FINANCING ACTIVITIES

During the first six months of 2003, our financing activities used
$2,286,000 of cash. During the first six months of 2003, we made payments on our
amortizing term notes totaling $4,529,000, and we increased the net borrowings
under our revolving line of credit by $2,677,000.

LIQUIDITY

We finance our operations with cash from operating activities and a
variety of financing arrangements, including term loans and loans under our
revolving line of credit. Our ability to borrow under our revolving line of
credit is subject to certain availability formulas based on the levels of our
accounts receivable and inventories. Our revolving line of credit is currently
scheduled to expire on September 15, 2003. At August 12, 2003 the aggregate
principal amount outstanding under our revolving line of credit was $15,829,000.
We are currently working with our primary secured lenders on the documents for a
new secured credit facility, which include an extension of our revolving line of
credit until 2006. We can give no assurance, however, that we will be able to
refinance the revolving line of credit on favorable terms, or at all. At June
30, 2003, availability under our revolving line of credit totaled $1,938,000
before outstanding checks of $1,631,000 were deducted.

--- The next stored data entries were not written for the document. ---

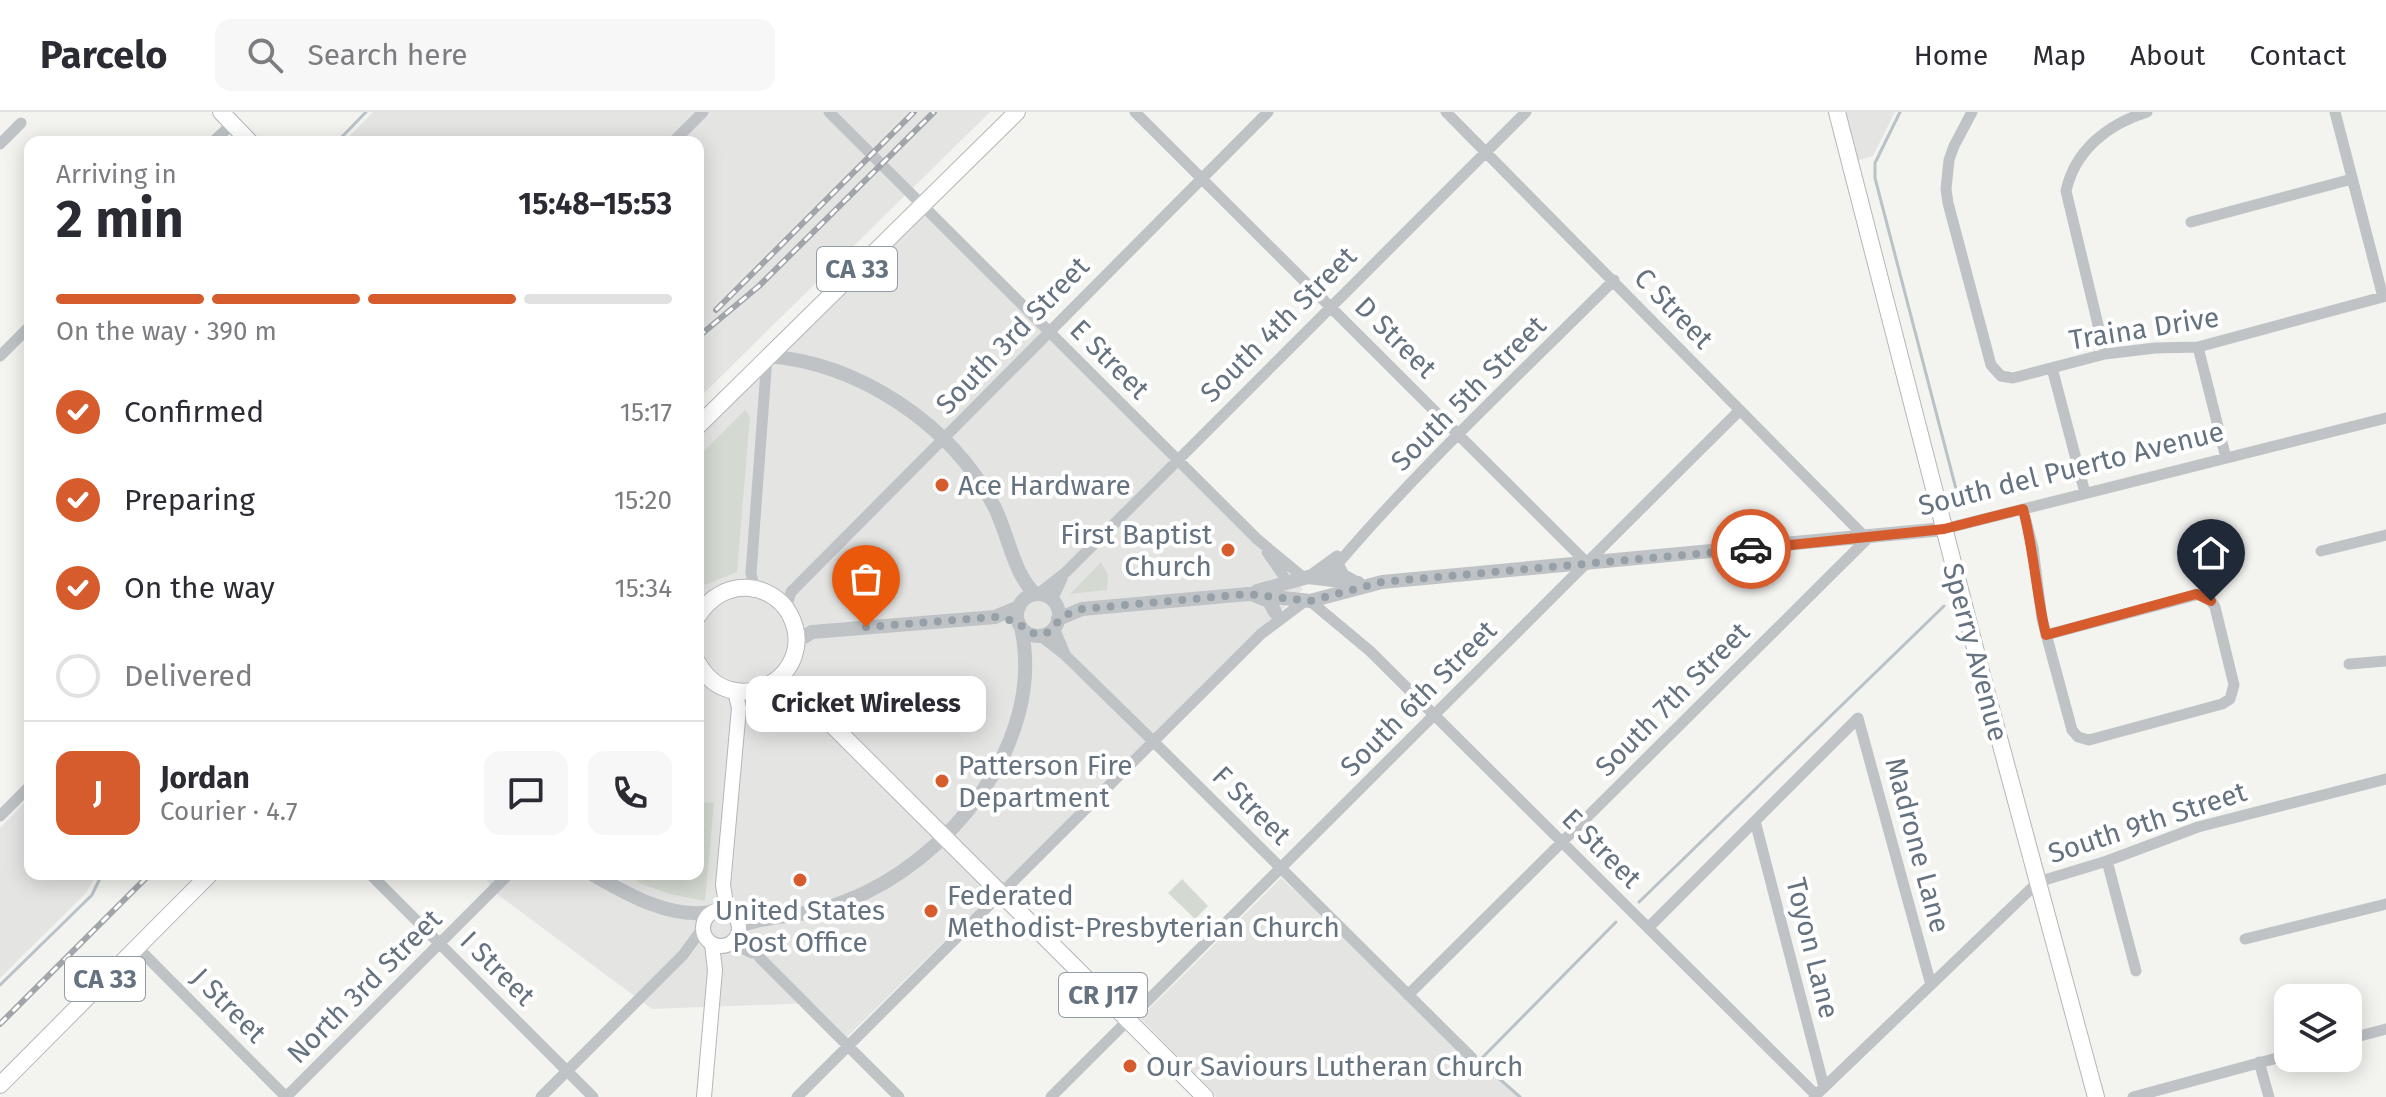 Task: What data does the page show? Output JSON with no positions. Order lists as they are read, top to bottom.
{
  "streets": {
    "main road": ["CA 33", "Sperry Avenue", "CR J17"],
    "street": [
      "C Street",
      "South 4th Street",
      "Traina Drive",
      "South 3rd Street",
      "D Street",
      "E Street",
      "South 5th Street",
      "South del Puerto Avenue",
      "South 6th Street",
      "South 7th Street",
      "F Street",
      "South 9th Street",
      "Madrone Lane",
      "Toyon Lane",
      "I Street",
      "North 3rd Street",
      "J Street"
    ]
  },
  "crossings": [
    ["CA 33", "E Street"],
    ["CA 33", "J Street"],
    ["C Street", "South 4th Street"],
    ["C Street", "South 5th Street"],
    ["C Street", "South del Puerto Avenue"],
    ["C Street", "South 6th Street"],
    ["C Street", "South 7th Street"],
    ["South 4th Street", "D Street"],
    ["South 4th Street", "E Street"],
    ["South 4th Street", "South del Puerto Avenue"],
    ["South 4th Street", "F Street"],
    ["South 3rd Street", "D Street"],
    ["South 3rd Street", "E Street"],
    ["D Street", "South 5th Street"],
    ["D Street", "South del Puerto Avenue"],
    ["D Street", "South 6th Street"],
    ["E Street", "South 5th Street"],
    ["E Street", "South del Puerto Avenue"],
    ["E Street", "South 6th Street"],
    ["E Street", "South 7th Street"],
    ["E Street", "South 9th Street"],
    ["E Street", "Toyon Lane"],
    ["South 5th Street", "South del Puerto Avenue"],
    ["South del Puerto Avenue", "Sperry Avenue"],
    ["South del Puerto Avenue", "South 6th Street"],
    ["South del Puerto Avenue", "South 7th Street"],
    ["South del Puerto Avenue", "F Street"],
    ["Sperry Avenue", "South 9th Street"],
    ["South 6th Street", "F Street"],
    ["South 6th Street", "CR J17"],
    ["South 7th Street", "F Street"],
    ["South 9th Street", "Madrone Lane"],
    ["South 9th Street", "Toyon Lane"],
    ["Madrone Lane", "Toyon Lane"],
    ["I Street", "North 3rd Street"],
    ["North 3rd Street", "J Street"]
  ],
  "places": [
    "Ace Hardware",
    "First Baptist Church",
    "Cricket Wireless",
    "Patterson Fire Department",
    "United States Post Office",
    "Federated Methodist-Presbyterian Church",
    "Our Saviours Lutheran Church"
  ],
  "page": {
    "header": "Parcelo",
    "search": "Search here",
    "nav": [
      "Home",
      "Map",
      "About",
      "Contact"
    ],
    "heading": ["2 min", "Arriving in", "15:48–15:53"],
    "panel": ["Jordan", "Courier · 4.7"],
    "bar": "On the way · 390 m",
    "list": [
      ["Confirmed", "15:17"],
      ["Preparing", "15:20"],
      ["On the way", "15:34"],
      "Delivered"
    ],
    "bubble": "Cricket Wireless",
    "round": "J"
  }
} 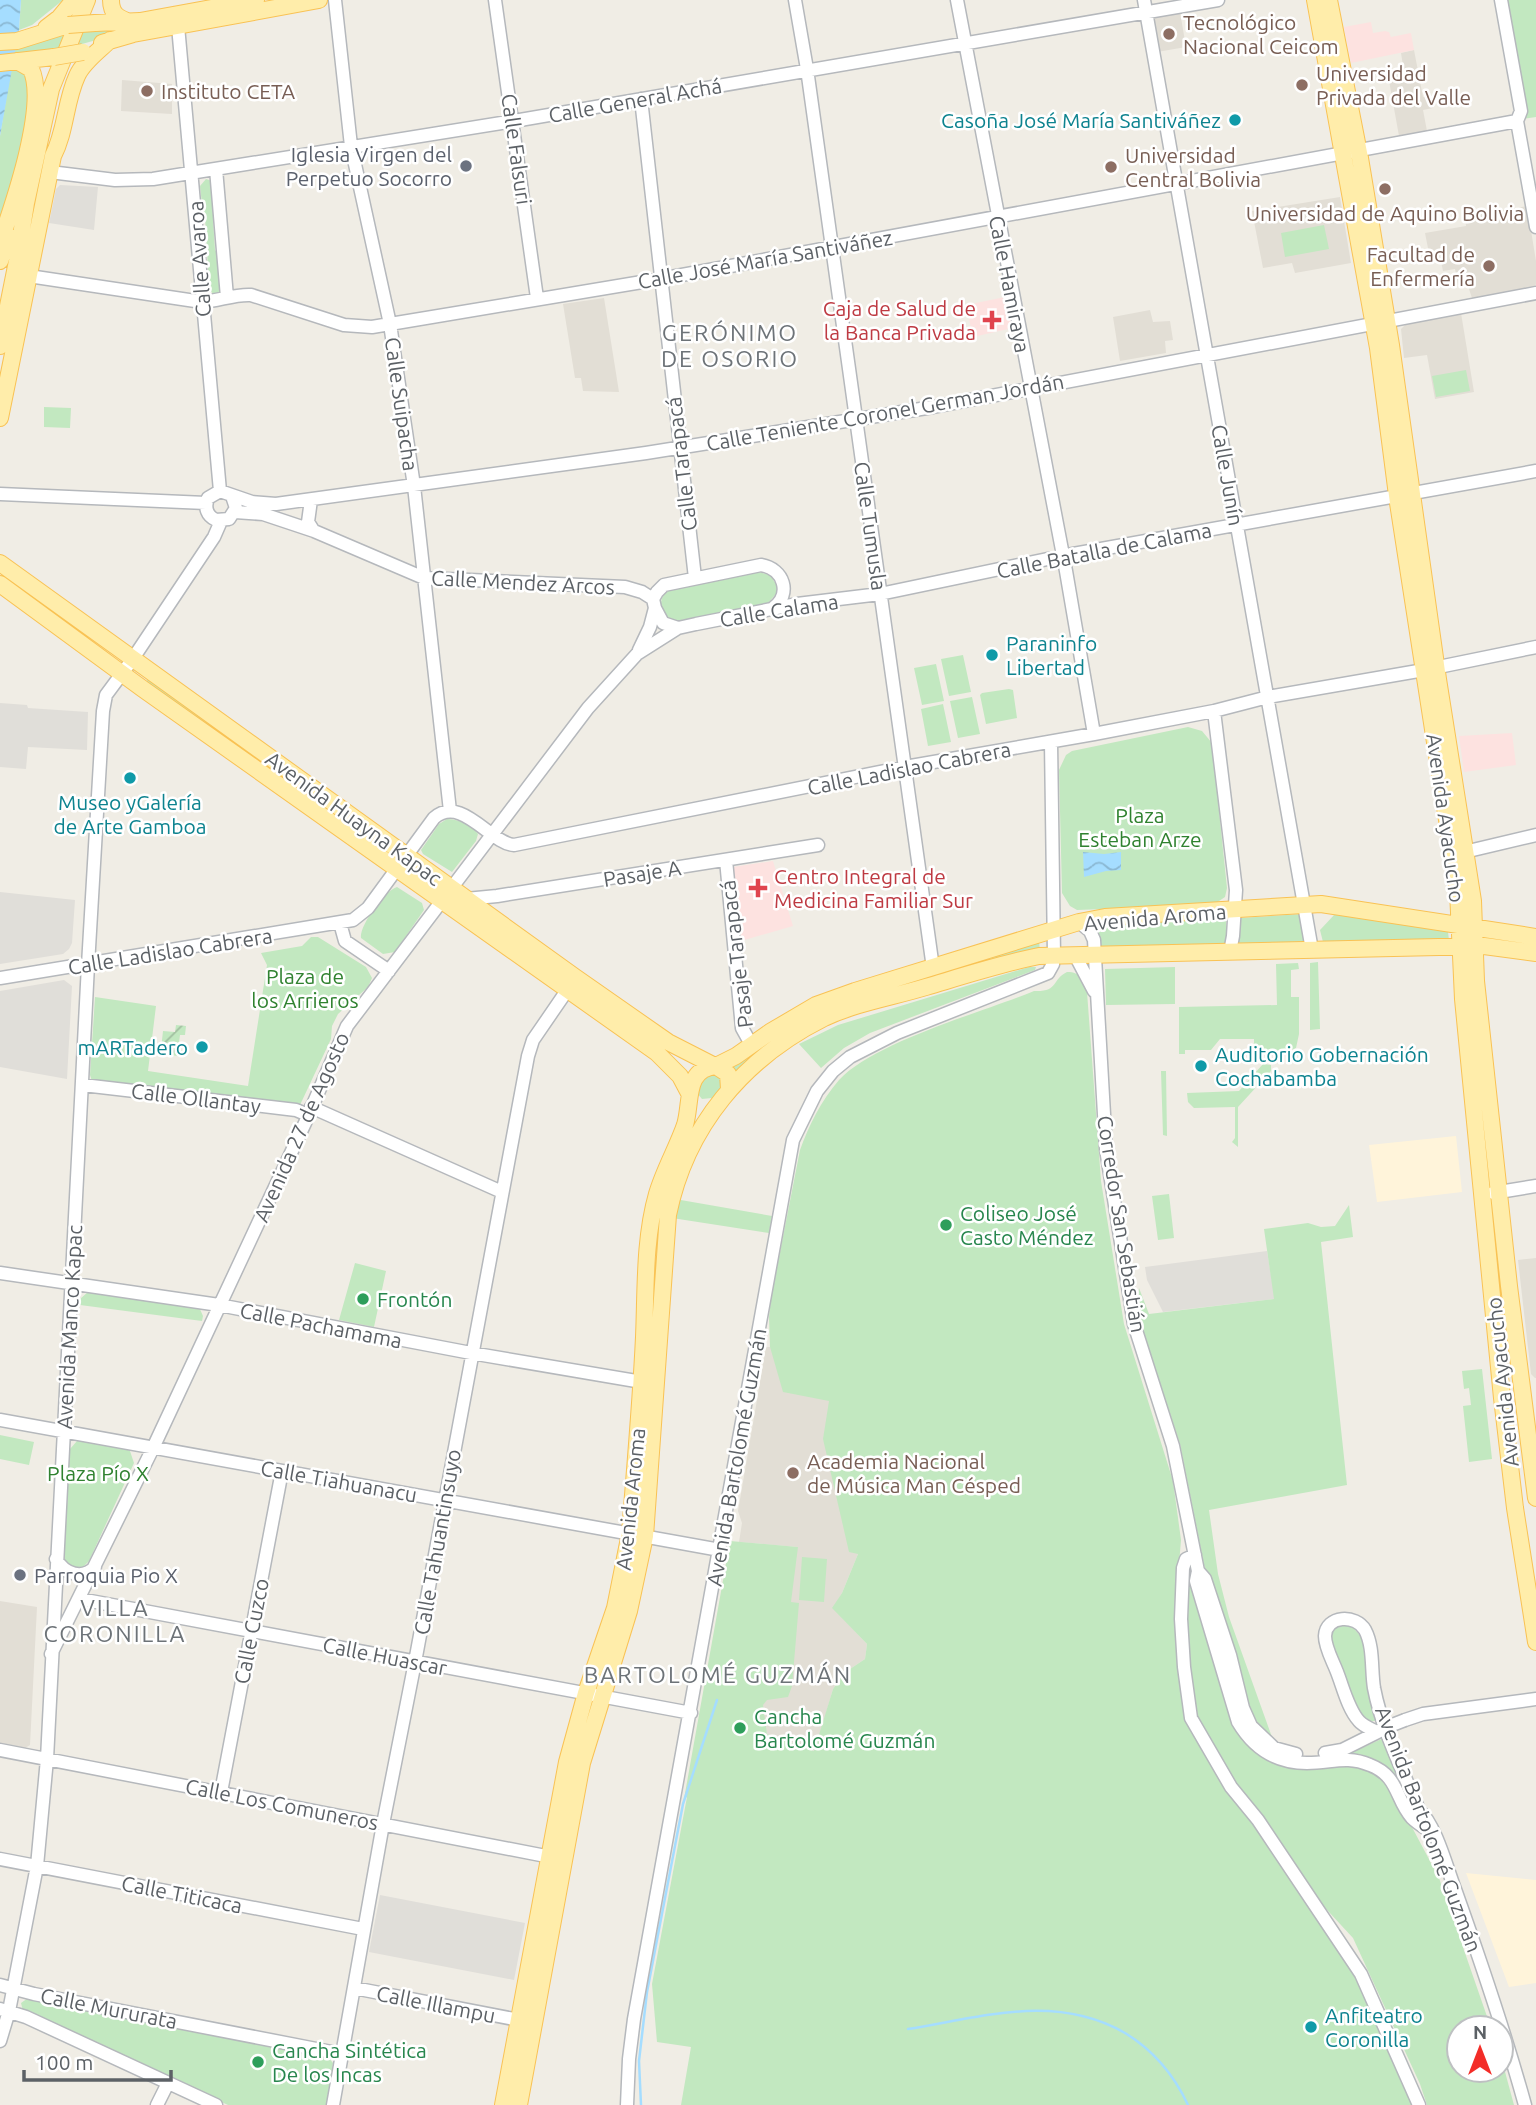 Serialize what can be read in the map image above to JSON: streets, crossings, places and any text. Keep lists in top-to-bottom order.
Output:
{
  "streets": {
    "main road": ["Avenida Huayna Kapac", "Avenida Ayacucho", "Avenida Aroma"],
    "street": [
      "Calle General Achá",
      "Calle Falsuri",
      "Calle Avaroa",
      "Calle José María Santiváñez",
      "Calle Hamiraya",
      "Calle Suipacha",
      "Calle Teniente Coronel German Jordán",
      "Calle Tarapacá",
      "Calle Junín",
      "Calle Tumusla",
      "Calle Batalla de Calama",
      "Calle Mendez Arcos",
      "Calle Calama",
      "Calle Ladislao Cabrera",
      "Pasaje A",
      "Pasaje Tarapacá",
      "Calle Ollantay",
      "Avenida 27 de Agosto",
      "Corredor San Sebastián",
      "Calle Pachamama",
      "Avenida Manco Kapac",
      "Avenida Bartolomé Guzmán",
      "Calle Tiahuanacu",
      "Calle Tahuantinsuyo",
      "Calle Cuzco",
      "Calle Huascar",
      "Calle Los Comuneros",
      "Calle Titicaca",
      "Calle Illampu",
      "Calle Mururata"
    ]
  },
  "crossings": [
    ["Calle General Achá", "Calle Falsuri"],
    ["Calle General Achá", "Calle Avaroa"],
    ["Calle General Achá", "Calle Hamiraya"],
    ["Calle General Achá", "Calle Suipacha"],
    ["Calle General Achá", "Calle Tarapacá"],
    ["Calle General Achá", "Calle Junín"],
    ["Calle General Achá", "Calle Tumusla"],
    ["Calle Falsuri", "Calle José María Santiváñez"],
    ["Calle Avaroa", "Calle José María Santiváñez"],
    ["Calle Avaroa", "Calle Teniente Coronel German Jordán"],
    ["Calle Avaroa", "Calle Mendez Arcos"],
    ["Calle José María Santiváñez", "Calle Hamiraya"],
    ["Calle José María Santiváñez", "Calle Suipacha"],
    ["Calle José María Santiváñez", "Calle Tarapacá"],
    ["Calle José María Santiváñez", "Calle Junín"],
    ["Calle José María Santiváñez", "Calle Tumusla"],
    ["Calle José María Santiváñez", "Avenida Ayacucho"],
    ["Calle Hamiraya", "Calle Teniente Coronel German Jordán"],
    ["Calle Hamiraya", "Calle Batalla de Calama"],
    ["Calle Hamiraya", "Calle Ladislao Cabrera"],
    ["Calle Suipacha", "Calle Teniente Coronel German Jordán"],
    ["Calle Suipacha", "Calle Mendez Arcos"],
    ["Calle Suipacha", "Calle Ladislao Cabrera"],
    ["Calle Teniente Coronel German Jordán", "Calle Tarapacá"],
    ["Calle Teniente Coronel German Jordán", "Calle Junín"],
    ["Calle Teniente Coronel German Jordán", "Calle Tumusla"],
    ["Calle Teniente Coronel German Jordán", "Calle Mendez Arcos"],
    ["Calle Teniente Coronel German Jordán", "Avenida Ayacucho"],
    ["Calle Junín", "Calle Batalla de Calama"],
    ["Calle Junín", "Calle Ladislao Cabrera"],
    ["Calle Junín", "Avenida Aroma"],
    ["Calle Tumusla", "Calle Batalla de Calama"],
    ["Calle Tumusla", "Calle Calama"],
    ["Calle Tumusla", "Calle Ladislao Cabrera"],
    ["Calle Tumusla", "Avenida Aroma"],
    ["Calle Batalla de Calama", "Calle Calama"],
    ["Calle Batalla de Calama", "Avenida Ayacucho"],
    ["Calle Mendez Arcos", "Calle Calama"],
    ["Calle Mendez Arcos", "Avenida 27 de Agosto"],
    ["Calle Calama", "Avenida 27 de Agosto"],
    ["Calle Ladislao Cabrera", "Avenida Huayna Kapac"],
    ["Calle Ladislao Cabrera", "Avenida Ayacucho"],
    ["Calle Ladislao Cabrera", "Avenida 27 de Agosto"],
    ["Calle Ladislao Cabrera", "Avenida Manco Kapac"],
    ["Avenida Huayna Kapac", "Pasaje A"],
    ["Avenida Huayna Kapac", "Avenida Aroma"],
    ["Avenida Huayna Kapac", "Avenida 27 de Agosto"],
    ["Avenida Huayna Kapac", "Avenida Manco Kapac"],
    ["Avenida Huayna Kapac", "Calle Tahuantinsuyo"],
    ["Avenida Ayacucho", "Avenida Aroma"],
    ["Pasaje A", "Pasaje Tarapacá"],
    ["Avenida Aroma", "Pasaje Tarapacá"],
    ["Avenida Aroma", "Corredor San Sebastián"],
    ["Avenida Aroma", "Calle Pachamama"],
    ["Avenida Aroma", "Avenida Bartolomé Guzmán"],
    ["Avenida Aroma", "Calle Tiahuanacu"],
    ["Avenida Aroma", "Calle Huascar"],
    ["Avenida Aroma", "Calle Los Comuneros"],
    ["Avenida Aroma", "Calle Illampu"],
    ["Calle Ollantay", "Avenida 27 de Agosto"],
    ["Calle Ollantay", "Avenida Manco Kapac"],
    ["Calle Ollantay", "Calle Tahuantinsuyo"],
    ["Avenida 27 de Agosto", "Calle Pachamama"],
    ["Avenida 27 de Agosto", "Avenida Manco Kapac"],
    ["Avenida 27 de Agosto", "Calle Tiahuanacu"],
    ["Avenida 27 de Agosto", "Calle Huascar"],
    ["Corredor San Sebastián", "Avenida Bartolomé Guzmán"],
    ["Calle Pachamama", "Avenida Manco Kapac"],
    ["Calle Pachamama", "Calle Tahuantinsuyo"],
    ["Avenida Manco Kapac", "Calle Tiahuanacu"],
    ["Avenida Manco Kapac", "Calle Los Comuneros"],
    ["Avenida Manco Kapac", "Calle Titicaca"],
    ["Avenida Manco Kapac", "Calle Mururata"],
    ["Avenida Bartolomé Guzmán", "Calle Tiahuanacu"],
    ["Avenida Bartolomé Guzmán", "Calle Huascar"],
    ["Calle Tiahuanacu", "Calle Tahuantinsuyo"],
    ["Calle Tiahuanacu", "Calle Cuzco"],
    ["Calle Tahuantinsuyo", "Calle Huascar"],
    ["Calle Tahuantinsuyo", "Calle Los Comuneros"],
    ["Calle Tahuantinsuyo", "Calle Titicaca"],
    ["Calle Tahuantinsuyo", "Calle Illampu"],
    ["Calle Tahuantinsuyo", "Calle Mururata"],
    ["Calle Cuzco", "Calle Huascar"],
    ["Calle Cuzco", "Calle Los Comuneros"]
  ],
  "districts": ["GERÓNIMO DE OSORIO", "VILLA CORONILLA", "BARTOLOMÉ GUZMÁN"],
  "parks": ["Plaza Esteban Arze", "Plaza de los Arrieros", "Plaza Pío X"],
  "places": {
    "other": [
      "Tecnológico Nacional Ceicom",
      "Universidad Privada del Valle",
      "Instituto CETA",
      "Casoña José María Santiváñez",
      "Iglesia Virgen del Perpetuo Socorro",
      "Universidad Central Bolivia",
      "Universidad de Aquino Bolivia",
      "Facultad de Enfermería",
      "Paraninfo Libertad",
      "Museo yGalería de Arte Gamboa",
      "mARTadero",
      "Auditorio Gobernación Cochabamba",
      "Coliseo José Casto Méndez",
      "Frontón",
      "Academia Nacional de Música Man Césped",
      "Parroquia Pio X",
      "Cancha Bartolomé Guzmán",
      "Anfiteatro Coronilla",
      "Cancha Sintética De los Incas"
    ],
    "health": ["Caja de Salud de la Banca Privada", "Centro Integral de Medicina Familiar Sur"]
  },
  "scale_bar": "100 m",
  "north": "top"
}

Substantially all of our assets are pledged as collateral for various
of our borrowings. A number of our financing arrangements contain covenants that
require us to maintain minimum levels of working capital, net worth, and cash
flow coverage and other covenants that place certain restrictions on our
business and operations, including covenants relating to the incurrence or
assumption of additional debt, the level of past-due trade accounts payable, the
sale of all or substantially all of our assets, the purchase of property, plant,
and equipment, the purchase of common stock, the redemption of preferred stock,
and the payment of cash dividends. In addition, substantially all of our
financing arrangements include cross-default provisions.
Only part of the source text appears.